Virginie and Stephen at the Canadian Death Race last summer

Virginie and Stephen at the Canadian Death Race last summer

I learned in English that if you do not capture your readers attention within the first few minutes, you will loose your readers. It’s why I’m so impressed with authors who can write something exceptional, in the very mundane. A while ago I was challenged to read Anne of Green Gables. I not only read the first book, but finished the entire series. I, a picky reader, was enthralled with the character development.

My wife and I have been training all year to run 100 miles. The story is not about the running though. Supporting our cause has gone much further than that. As I look back, I’m astounded at all the experiences that we’ve been able to share. Most of them are emotional. Perhaps that is a good thing; the more I learn about people, the more I realize that our emotions are what makes us who we are. It’s what makes a skinny red haired girl with braids an international superstar. We can relate to the emotions.

On Saturday, June 14th, at the River Valley Revenge Ultra, after almost 3 hours I was beginning to question my resolve. A fine young lady caught up to me and ran with me. We talked about the race season, and about some of her running goals. When we got to a narrow single track section, she offered to let me pass her, to which I whole heartedly laughed and said, “Are you serious?” She understood what I meant, and so she lead fearlessly on. If she is reading this, I want her to know I tried to catch up and say thank you. I just about did before Rundle Park, but you were fast in Rundle. Thank you for offering me the gift of thinking about something else.

The Clossons

The Clossons

My wife grew up with Duchenne Muscular Dystrophy in her home. When we began having children, I remember us talking about how we wanted to create a family. We had thought about adoption, but as deeply spiritual people, we thought, prayed, and then pondered on each child, before we went ahead with anything.

Duchenne muscular dystrophy is carried in the X chromosome of healthy female girls. Because girls always have 2 X chromosomes, they will almost always have a good copy of the X chromosome containing the gene responsible for the creation of dystrophin, which is responsible for maintaining muscles.

Our two beautiful daughters may carry the disease, and as such may need to be careful when planning their families. Our son Baden inherited the good X. We were prepared for the challenge of raising a boy though. Virginie has two brothers (Lehi and Mathoni) who have since passed away from the effects of the disease. Her mother spent every night faithfully sleeping in the same room with the boys.
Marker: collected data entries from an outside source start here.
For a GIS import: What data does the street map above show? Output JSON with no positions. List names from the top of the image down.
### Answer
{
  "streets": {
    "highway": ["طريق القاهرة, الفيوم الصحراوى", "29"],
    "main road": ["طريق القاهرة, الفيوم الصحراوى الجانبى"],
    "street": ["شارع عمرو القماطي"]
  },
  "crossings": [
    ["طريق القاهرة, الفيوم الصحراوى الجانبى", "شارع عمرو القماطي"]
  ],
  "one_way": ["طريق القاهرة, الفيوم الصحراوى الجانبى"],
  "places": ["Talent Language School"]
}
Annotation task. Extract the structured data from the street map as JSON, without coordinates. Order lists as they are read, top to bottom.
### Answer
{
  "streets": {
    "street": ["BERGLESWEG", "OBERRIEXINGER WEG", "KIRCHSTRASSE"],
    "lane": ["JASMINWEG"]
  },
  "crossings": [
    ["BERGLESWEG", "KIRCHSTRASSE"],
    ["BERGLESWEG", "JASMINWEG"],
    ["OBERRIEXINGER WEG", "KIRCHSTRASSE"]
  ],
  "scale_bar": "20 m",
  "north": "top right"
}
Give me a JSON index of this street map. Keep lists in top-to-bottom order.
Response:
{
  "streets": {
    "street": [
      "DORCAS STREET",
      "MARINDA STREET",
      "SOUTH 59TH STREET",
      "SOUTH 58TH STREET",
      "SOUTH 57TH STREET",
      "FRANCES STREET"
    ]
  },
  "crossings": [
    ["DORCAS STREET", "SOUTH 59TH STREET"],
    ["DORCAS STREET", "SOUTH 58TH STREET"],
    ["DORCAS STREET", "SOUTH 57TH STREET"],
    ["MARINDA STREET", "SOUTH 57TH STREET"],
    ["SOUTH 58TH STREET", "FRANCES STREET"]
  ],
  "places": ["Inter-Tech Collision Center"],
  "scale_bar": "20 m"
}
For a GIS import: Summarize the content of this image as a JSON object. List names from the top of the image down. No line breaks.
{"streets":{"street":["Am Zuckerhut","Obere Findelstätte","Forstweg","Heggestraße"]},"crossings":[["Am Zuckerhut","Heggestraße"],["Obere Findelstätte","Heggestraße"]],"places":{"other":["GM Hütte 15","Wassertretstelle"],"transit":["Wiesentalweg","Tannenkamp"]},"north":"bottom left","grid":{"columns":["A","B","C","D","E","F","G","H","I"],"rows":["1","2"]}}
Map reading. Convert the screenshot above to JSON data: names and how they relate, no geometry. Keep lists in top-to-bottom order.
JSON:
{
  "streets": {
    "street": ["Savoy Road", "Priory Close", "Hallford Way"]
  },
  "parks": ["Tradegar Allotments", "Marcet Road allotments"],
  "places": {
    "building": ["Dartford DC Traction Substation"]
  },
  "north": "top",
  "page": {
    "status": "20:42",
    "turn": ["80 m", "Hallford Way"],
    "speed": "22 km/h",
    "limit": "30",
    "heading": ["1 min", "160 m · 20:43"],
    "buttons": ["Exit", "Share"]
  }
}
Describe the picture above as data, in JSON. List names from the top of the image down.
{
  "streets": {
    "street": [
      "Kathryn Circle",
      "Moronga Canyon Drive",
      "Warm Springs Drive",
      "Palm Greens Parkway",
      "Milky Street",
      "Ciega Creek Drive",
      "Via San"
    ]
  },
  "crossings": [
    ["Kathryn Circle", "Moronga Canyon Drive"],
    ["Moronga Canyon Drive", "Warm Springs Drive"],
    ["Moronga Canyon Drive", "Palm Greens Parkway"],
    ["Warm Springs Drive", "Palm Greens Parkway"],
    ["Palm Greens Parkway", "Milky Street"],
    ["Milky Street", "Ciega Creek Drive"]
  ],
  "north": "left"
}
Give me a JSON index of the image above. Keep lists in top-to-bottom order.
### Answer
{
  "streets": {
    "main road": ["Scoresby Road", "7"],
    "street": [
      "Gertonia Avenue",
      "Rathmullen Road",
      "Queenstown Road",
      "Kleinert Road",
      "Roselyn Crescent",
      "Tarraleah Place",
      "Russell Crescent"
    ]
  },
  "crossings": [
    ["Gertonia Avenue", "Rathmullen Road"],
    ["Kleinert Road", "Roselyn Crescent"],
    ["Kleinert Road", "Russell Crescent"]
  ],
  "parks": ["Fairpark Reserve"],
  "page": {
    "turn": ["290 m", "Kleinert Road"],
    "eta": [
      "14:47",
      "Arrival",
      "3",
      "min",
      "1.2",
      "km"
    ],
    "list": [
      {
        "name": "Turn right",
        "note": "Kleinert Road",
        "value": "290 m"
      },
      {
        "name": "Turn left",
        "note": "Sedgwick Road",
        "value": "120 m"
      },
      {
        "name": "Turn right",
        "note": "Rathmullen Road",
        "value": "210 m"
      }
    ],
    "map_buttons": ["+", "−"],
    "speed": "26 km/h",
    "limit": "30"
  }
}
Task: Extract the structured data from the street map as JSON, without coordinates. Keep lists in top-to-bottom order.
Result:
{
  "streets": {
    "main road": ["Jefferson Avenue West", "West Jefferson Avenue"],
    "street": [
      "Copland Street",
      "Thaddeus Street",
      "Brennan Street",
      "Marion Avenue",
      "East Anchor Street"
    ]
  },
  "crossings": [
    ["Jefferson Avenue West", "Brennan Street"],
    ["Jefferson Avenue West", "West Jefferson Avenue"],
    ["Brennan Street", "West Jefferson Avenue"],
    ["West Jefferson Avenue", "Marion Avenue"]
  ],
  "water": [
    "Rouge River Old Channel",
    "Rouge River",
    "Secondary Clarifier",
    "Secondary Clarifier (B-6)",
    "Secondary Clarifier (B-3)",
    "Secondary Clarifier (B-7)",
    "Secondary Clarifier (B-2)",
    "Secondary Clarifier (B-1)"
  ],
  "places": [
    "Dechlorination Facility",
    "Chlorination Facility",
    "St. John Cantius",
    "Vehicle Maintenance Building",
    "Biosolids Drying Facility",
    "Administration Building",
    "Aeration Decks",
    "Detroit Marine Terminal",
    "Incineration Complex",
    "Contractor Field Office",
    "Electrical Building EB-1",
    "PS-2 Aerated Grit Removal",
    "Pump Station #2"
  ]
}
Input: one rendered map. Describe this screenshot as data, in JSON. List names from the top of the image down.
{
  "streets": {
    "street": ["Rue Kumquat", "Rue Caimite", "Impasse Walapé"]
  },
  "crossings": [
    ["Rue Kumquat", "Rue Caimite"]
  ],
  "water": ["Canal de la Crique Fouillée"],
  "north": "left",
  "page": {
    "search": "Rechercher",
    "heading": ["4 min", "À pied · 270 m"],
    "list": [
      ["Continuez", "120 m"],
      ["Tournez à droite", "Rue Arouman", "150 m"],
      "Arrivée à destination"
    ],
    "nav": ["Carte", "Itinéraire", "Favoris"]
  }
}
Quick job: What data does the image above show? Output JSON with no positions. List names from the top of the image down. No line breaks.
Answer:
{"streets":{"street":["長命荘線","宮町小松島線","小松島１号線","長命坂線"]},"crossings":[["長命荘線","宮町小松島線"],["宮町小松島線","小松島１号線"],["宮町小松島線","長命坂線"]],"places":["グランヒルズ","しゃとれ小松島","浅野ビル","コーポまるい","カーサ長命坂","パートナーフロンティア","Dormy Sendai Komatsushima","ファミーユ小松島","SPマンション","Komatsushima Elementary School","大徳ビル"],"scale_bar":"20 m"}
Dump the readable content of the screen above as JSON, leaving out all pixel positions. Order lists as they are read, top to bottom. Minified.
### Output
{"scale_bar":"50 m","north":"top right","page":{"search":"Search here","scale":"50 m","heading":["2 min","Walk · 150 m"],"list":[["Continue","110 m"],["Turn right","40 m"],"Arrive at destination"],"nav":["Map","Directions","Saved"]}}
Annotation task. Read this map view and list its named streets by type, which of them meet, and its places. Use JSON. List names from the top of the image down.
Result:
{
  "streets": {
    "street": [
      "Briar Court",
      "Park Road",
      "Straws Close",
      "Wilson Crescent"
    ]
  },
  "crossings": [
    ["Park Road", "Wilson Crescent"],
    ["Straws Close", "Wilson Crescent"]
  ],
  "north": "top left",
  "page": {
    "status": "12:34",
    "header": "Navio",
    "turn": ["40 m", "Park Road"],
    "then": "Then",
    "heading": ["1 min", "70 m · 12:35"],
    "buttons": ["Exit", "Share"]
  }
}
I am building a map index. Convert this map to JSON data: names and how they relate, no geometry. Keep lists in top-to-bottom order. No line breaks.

She would turn them in their beds at night because they were two weak to roll over themselves. Her trained ear had become very sensitive to even the slightest moan.

Virginie and Stephen at the Canadian Death Race last summer

Virginie and Stephen at the Canadian Death Race last summer

It’s difficult to describe all the love and service that happened within the walls of my wife’s childhood home. It went beyond being selfless. It was a way of life. Everyone had to pitch in to make things work. When I was courting Virginie I was also expected to help out. I went on a scout camp with Mathoni, the younger brother. I slept in the same tent and turned him and made sure I could help with whatever he needed. To say my upbringing was different would be a gross understatement. I recall being with Mathoni that weekend in a quiet grove of trees helping him go to the bathroom. He instructed me to ‘take it out.’ I turned beet red. I think it made the whole situation even more enjoyable for Mathoni. He responded to me with patience, and with a certain amount of mischievous pleasure in his eyes. Yes, I was successful in performing a ‘pee break.’

When we started our campaign, my wife sent me a song because I was going through a particularly challenging time of my life. I was clinging to anything that would give me hope. It was at that time I first heard our anthem – When We Love. It took no time to realize, this was the song that we needed to use for our campaign. The words, and music, continue to inspire me to this day. If you have not heard it yet, check out our fundraising page and listen. For some reason, notes can portray the feelings of the heart far better than words.

So what can you do? First of all, thank you for reading and thank you for listening to our message. If you would like to do more, please visit our fundraising page. Donate whatever you would like.

When we love someone, anything is possible.

-Stephen

 

To support the Clossons and donate, please click here.

You can also follow their journey on their blog here.

___________

Virginie and Stephen Closson are taking on the Sinister 7 Ultra in July, in honor of all those affected by neuromuscular disorders. Their theme for this challenge is, when we love someone. Muscular dystrophy is something close to both of their hearts. Virginie’s two brothers had Duchenne muscular dystrophy, and her nephews are also affected. The Clossons hope to inspire others, while raising funds and awareness to support those affected by neuromuscular disorders.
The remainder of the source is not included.